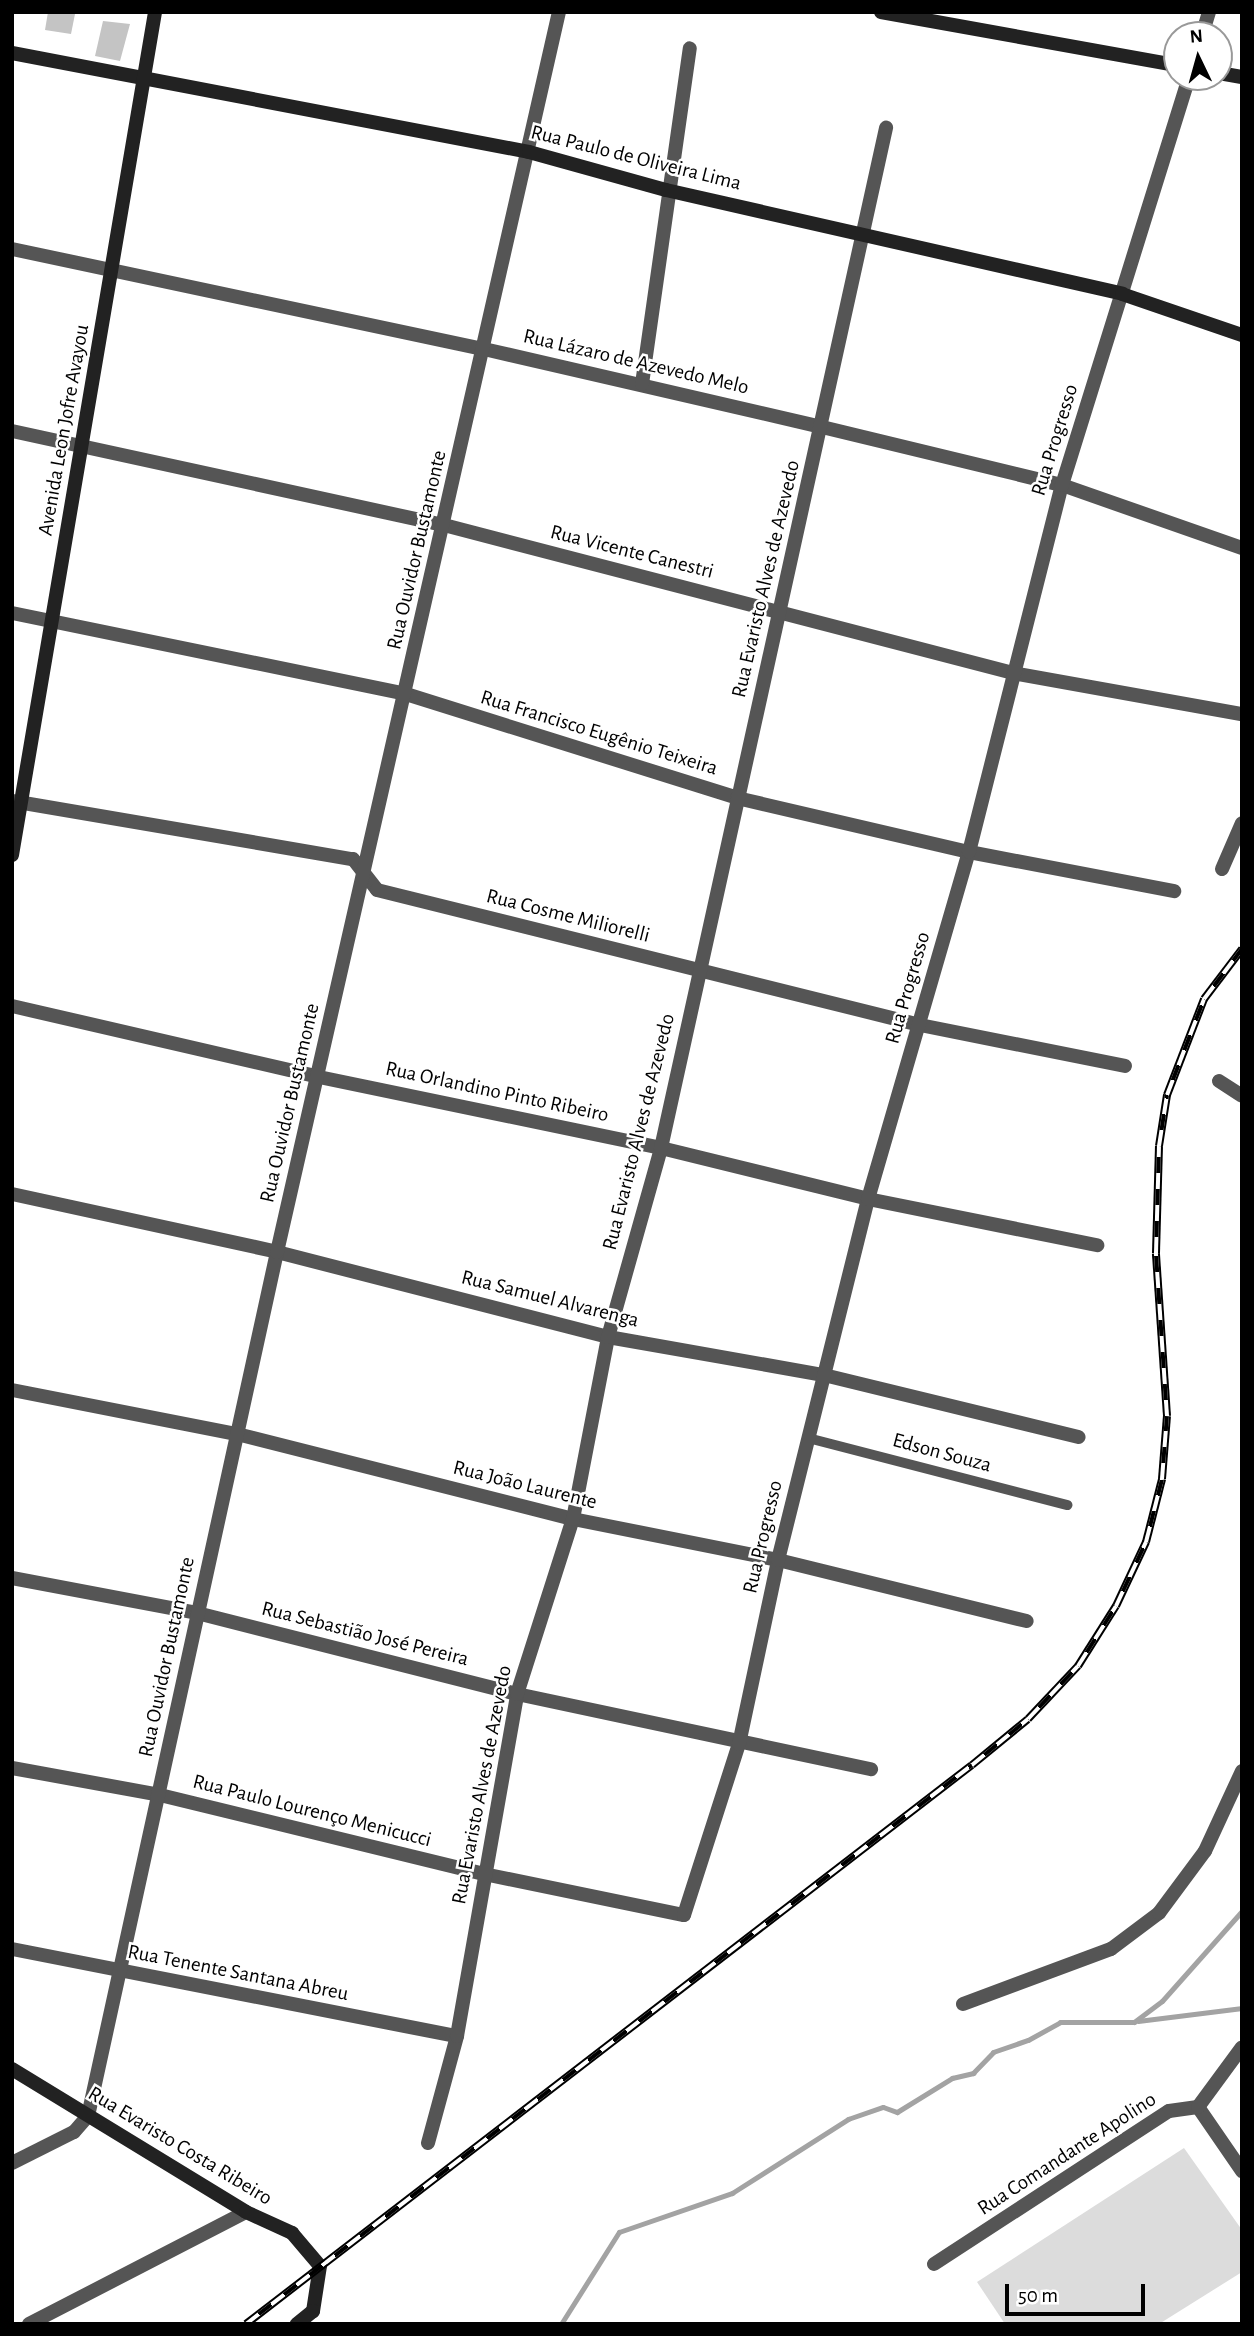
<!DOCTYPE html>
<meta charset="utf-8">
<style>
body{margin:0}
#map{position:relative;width:1254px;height:2336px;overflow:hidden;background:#fff;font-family:"Alegreya Sans",sans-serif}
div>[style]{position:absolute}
.green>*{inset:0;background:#dcdcdc}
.stream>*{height:5px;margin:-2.5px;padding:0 2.5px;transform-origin:2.5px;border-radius:2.5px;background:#a3a3a3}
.building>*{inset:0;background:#c4c4c4}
.lane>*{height:10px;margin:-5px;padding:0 5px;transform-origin:5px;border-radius:5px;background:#555}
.street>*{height:14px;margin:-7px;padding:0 7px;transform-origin:7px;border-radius:7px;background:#555}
.secondary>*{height:14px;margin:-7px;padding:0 7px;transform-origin:7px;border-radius:7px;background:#222}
.rail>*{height:8px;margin-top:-4px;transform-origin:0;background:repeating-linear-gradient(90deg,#fff 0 16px,#000 0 32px);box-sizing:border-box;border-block:2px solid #000}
span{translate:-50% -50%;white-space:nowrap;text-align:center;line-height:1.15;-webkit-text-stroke:5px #fff;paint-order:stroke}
.street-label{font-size:21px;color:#000}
.frame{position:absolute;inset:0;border:14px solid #000;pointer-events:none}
.north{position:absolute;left:1163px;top:21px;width:70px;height:70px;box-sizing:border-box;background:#fff;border:2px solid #999;border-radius:50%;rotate:355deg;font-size:19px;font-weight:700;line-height:28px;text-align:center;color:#000}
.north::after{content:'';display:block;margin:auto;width:24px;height:32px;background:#000;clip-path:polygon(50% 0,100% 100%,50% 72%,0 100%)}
.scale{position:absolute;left:1005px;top:2284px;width:140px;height:32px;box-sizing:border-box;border:4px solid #000;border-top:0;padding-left:9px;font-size:21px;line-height:24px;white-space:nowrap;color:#000;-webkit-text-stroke:5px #fff;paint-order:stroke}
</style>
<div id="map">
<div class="green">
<div style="clip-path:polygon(1184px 2148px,1242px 2230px,1242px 2272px,1159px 2324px,1005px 2324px,977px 2282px)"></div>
</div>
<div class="stream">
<div style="left:1138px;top:2021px;width:105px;rotate:-7.1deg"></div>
<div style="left:561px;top:2324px;width:109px;rotate:-57.8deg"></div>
<div style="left:619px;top:2232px;width:120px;rotate:-19deg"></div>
<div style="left:732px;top:2193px;width:138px;rotate:-32.5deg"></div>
<div style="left:848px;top:2119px;width:37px;rotate:-19deg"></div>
<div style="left:883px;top:2107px;width:15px;rotate:20deg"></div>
<div style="left:897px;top:2112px;width:65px;rotate:-31.7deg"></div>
<div style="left:952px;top:2078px;width:22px;rotate:-13deg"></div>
<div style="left:973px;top:2073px;width:29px;rotate:-46deg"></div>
<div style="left:993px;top:2052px;width:37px;rotate:-19deg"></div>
<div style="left:1028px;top:2040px;width:37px;rotate:-29deg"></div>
<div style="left:1060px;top:2022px;width:74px"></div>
<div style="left:1134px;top:2022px;width:35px;rotate:-37deg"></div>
<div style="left:1162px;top:2001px;width:120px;rotate:-48.4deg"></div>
</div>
<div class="building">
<div style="clip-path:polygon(48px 12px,75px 14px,71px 34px,45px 30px)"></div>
<div style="clip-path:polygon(103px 21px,130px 24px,120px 61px,95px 56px)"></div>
</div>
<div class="lane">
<div style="left:808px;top:1438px;width:268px;rotate:14.5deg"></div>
</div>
<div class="street">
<div style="left:1202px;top:35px;width:24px;rotate:-73deg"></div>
<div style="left:12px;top:249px;width:482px;rotate:12deg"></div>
<div style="left:484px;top:349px;width:347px;rotate:13deg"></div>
<div style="left:822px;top:427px;width:247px;rotate:13.6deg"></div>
<div style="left:1062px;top:485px;width:191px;rotate:19.3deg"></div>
<div style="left:642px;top:384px;width:339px;rotate:-81.9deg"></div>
<div style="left:12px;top:431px;width:442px;rotate:12.3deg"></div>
<div style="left:444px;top:525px;width:588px;rotate:14.58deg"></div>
<div style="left:1013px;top:673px;width:233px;rotate:10.2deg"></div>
<div style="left:12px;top:613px;width:402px;rotate:11.6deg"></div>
<div style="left:406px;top:694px;width:347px;rotate:17.4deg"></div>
<div style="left:737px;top:798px;width:238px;rotate:13.1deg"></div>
<div style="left:969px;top:852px;width:209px;rotate:10.8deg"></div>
<div style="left:12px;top:801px;width:346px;rotate:9.7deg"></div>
<div style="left:353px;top:859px;width:39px;rotate:52deg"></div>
<div style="left:377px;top:890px;width:560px;rotate:13.96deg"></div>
<div style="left:920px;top:1025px;width:209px;rotate:11.3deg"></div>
<div style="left:1222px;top:869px;width:50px;rotate:-66.5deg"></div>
<div style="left:12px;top:1006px;width:315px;rotate:13deg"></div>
<div style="left:319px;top:1077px;width:349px;rotate:11.7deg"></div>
<div style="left:661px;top:1148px;width:213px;rotate:13.8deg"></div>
<div style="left:868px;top:1199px;width:234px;rotate:11.4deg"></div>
<div style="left:1219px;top:1081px;width:27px;rotate:33deg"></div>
<div style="left:12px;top:1194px;width:271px;rotate:12.3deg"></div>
<div style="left:277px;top:1252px;width:342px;rotate:14.4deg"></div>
<div style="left:608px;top:1337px;width:219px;rotate:10deg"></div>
<div style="left:824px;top:1375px;width:262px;rotate:13.7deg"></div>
<div style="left:12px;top:1390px;width:229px;rotate:11.1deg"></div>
<div style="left:237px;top:1434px;width:347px;rotate:14.2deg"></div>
<div style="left:573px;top:1519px;width:209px;rotate:11.3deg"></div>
<div style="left:778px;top:1560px;width:256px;rotate:13.8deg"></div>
<div style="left:12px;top:1578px;width:188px;rotate:10.7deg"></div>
<div style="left:197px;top:1613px;width:330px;rotate:14.2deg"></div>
<div style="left:517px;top:1694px;width:362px;rotate:12deg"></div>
<div style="left:12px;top:1768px;width:150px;rotate:10.3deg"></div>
<div style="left:160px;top:1795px;width:333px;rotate:13.7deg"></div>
<div style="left:484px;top:1874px;width:204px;rotate:11.6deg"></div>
<div style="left:684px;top:1915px;width:180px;rotate:-72.2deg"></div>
<div style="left:739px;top:1744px;width:188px;rotate:-78deg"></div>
<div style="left:778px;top:1560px;width:372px;rotate:-76deg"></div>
<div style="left:868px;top:1199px;width:361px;rotate:-73.8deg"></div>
<div style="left:969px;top:852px;width:379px;rotate:-75.8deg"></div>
<div style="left:1062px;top:485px;width:427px;rotate:-72.7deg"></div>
<div style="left:12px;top:1949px;width:453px;rotate:11.1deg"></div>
<div style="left:963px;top:2004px;width:158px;rotate:-20.4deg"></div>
<div style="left:1111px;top:1949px;width:60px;rotate:-36.9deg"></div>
<div style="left:1159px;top:1913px;width:77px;rotate:-53.4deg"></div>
<div style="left:1205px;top:1851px;width:88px;rotate:-65.2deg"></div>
<div style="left:1198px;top:2107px;width:78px;rotate:55.5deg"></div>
<div style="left:428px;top:2143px;width:111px;rotate:-74.8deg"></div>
<div style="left:457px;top:2036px;width:347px;rotate:-80deg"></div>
<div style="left:517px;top:1694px;width:184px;rotate:-72.3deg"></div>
<div style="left:573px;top:1519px;width:185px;rotate:-79.1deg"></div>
<div style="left:608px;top:1337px;width:196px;rotate:-74.3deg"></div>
<div style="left:661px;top:1148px;width:1045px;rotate:-77.56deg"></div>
<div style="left:12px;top:2163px;width:69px;rotate:-26.6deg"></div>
<div style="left:74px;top:2132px;width:21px;rotate:-49deg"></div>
<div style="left:88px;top:2116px;width:884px;rotate:-77.66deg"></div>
<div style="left:277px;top:1252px;width:1272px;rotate:-77.19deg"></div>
<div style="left:934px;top:2264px;width:280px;rotate:-33.1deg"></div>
<div style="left:1169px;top:2111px;width:29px;rotate:-8deg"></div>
<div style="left:1198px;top:2107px;width:74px;rotate:-53.7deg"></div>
<div style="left:29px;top:2324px;width:244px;rotate:-27.3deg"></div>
</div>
<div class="secondary">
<div style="left:881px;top:12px;width:301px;rotate:10.2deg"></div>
<div style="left:12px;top:53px;width:526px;rotate:10.84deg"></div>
<div style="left:529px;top:152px;width:142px;rotate:15.5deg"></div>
<div style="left:666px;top:190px;width:468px;rotate:12.8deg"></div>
<div style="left:1122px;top:294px;width:127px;rotate:18.9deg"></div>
<div style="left:1219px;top:73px;width:23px;rotate:10deg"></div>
<div style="left:12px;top:855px;width:855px;rotate:-80.37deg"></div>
<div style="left:12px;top:2069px;width:274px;rotate:31.4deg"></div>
<div style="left:246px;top:2212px;width:51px;rotate:24.5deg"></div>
<div style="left:292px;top:2233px;width:43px;rotate:49.7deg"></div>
<div style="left:320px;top:2266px;width:46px;rotate:98.8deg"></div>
<div style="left:313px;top:2311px;width:21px;rotate:141deg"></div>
</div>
<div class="rail">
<div style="left:246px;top:2324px;width:916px;rotate:-37.6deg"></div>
<div style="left:972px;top:1765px;width:72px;rotate:-39.4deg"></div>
<div style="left:1028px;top:1719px;width:73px;rotate:-46.7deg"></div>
<div style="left:1078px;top:1666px;width:71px;rotate:-57.7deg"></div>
<div style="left:1116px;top:1606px;width:71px;rotate:-64.9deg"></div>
<div style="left:1146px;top:1542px;width:65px;rotate:-75.7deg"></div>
<div style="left:1162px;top:1479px;width:63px;rotate:-85.5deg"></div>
<div style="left:1167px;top:1416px;width:163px;rotate:-93.9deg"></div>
<div style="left:1156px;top:1253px;width:107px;rotate:-88.4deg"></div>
<div style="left:1159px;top:1146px;width:52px;rotate:-81.1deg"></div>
<div style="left:1167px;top:1095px;width:103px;rotate:-68.9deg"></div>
<div style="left:1204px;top:999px;width:63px;rotate:-52.8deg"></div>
</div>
<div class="street-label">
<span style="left:636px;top:158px;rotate:14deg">Rua Paulo de Oliveira Lima</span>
<span style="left:636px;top:362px;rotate:13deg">Rua Lázaro de Azevedo Melo</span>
<span style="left:64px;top:430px;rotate:-80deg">Avenida Leon Jofre Avayou</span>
<span style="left:1055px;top:440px;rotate:-73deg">Rua Progresso</span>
<span style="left:417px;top:550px;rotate:-77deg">Rua Ouvidor Bustamonte</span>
<span style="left:632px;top:552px;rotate:14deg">Rua Vicente Canestri</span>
<span style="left:766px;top:579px;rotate:-77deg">Rua Evaristo Alves de Azevedo</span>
<span style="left:599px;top:733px;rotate:17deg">Rua Francisco Eugênio Teixeira</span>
<span style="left:568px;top:916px;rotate:14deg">Rua Cosme Miliorelli</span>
<span style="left:908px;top:988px;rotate:-74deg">Rua Progresso</span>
<span style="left:497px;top:1092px;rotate:12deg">Rua Orlandino Pinto Ribeiro</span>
<span style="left:290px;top:1103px;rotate:-77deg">Rua Ouvidor Bustamonte</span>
<span style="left:639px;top:1132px;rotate:-76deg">Rua Evaristo Alves de Azevedo</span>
<span style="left:550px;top:1299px;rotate:14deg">Rua Samuel Alvarenga</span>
<span style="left:942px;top:1453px;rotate:15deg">Edson Souza</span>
<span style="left:525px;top:1485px;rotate:14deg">Rua João Laurente</span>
<span style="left:763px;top:1537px;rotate:-77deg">Rua Progresso</span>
<span style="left:365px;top:1634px;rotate:14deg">Rua Sebastião José Pereira</span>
<span style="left:167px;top:1657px;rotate:-78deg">Rua Ouvidor Bustamonte</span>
<span style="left:482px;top:1785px;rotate:-79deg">Rua Evaristo Alves de Azevedo</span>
<span style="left:312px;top:1811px;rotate:14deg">Rua Paulo Lourenço Menicucci</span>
<span style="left:238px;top:1973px;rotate:11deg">Rua Tenente Santana Abreu</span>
<span style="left:180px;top:2146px;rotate:31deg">Rua Evaristo Costa Ribeiro</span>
<span style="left:1067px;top:2154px;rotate:-33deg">Rua Comandante Apolino</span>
</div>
<div class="frame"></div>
<div class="north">N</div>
<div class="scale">50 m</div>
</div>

__________________________________________________

### TASK GOAL
For the word "stream", please count the lines in the data where it appears and respond with the number only.

### YOUR SOLUTION
2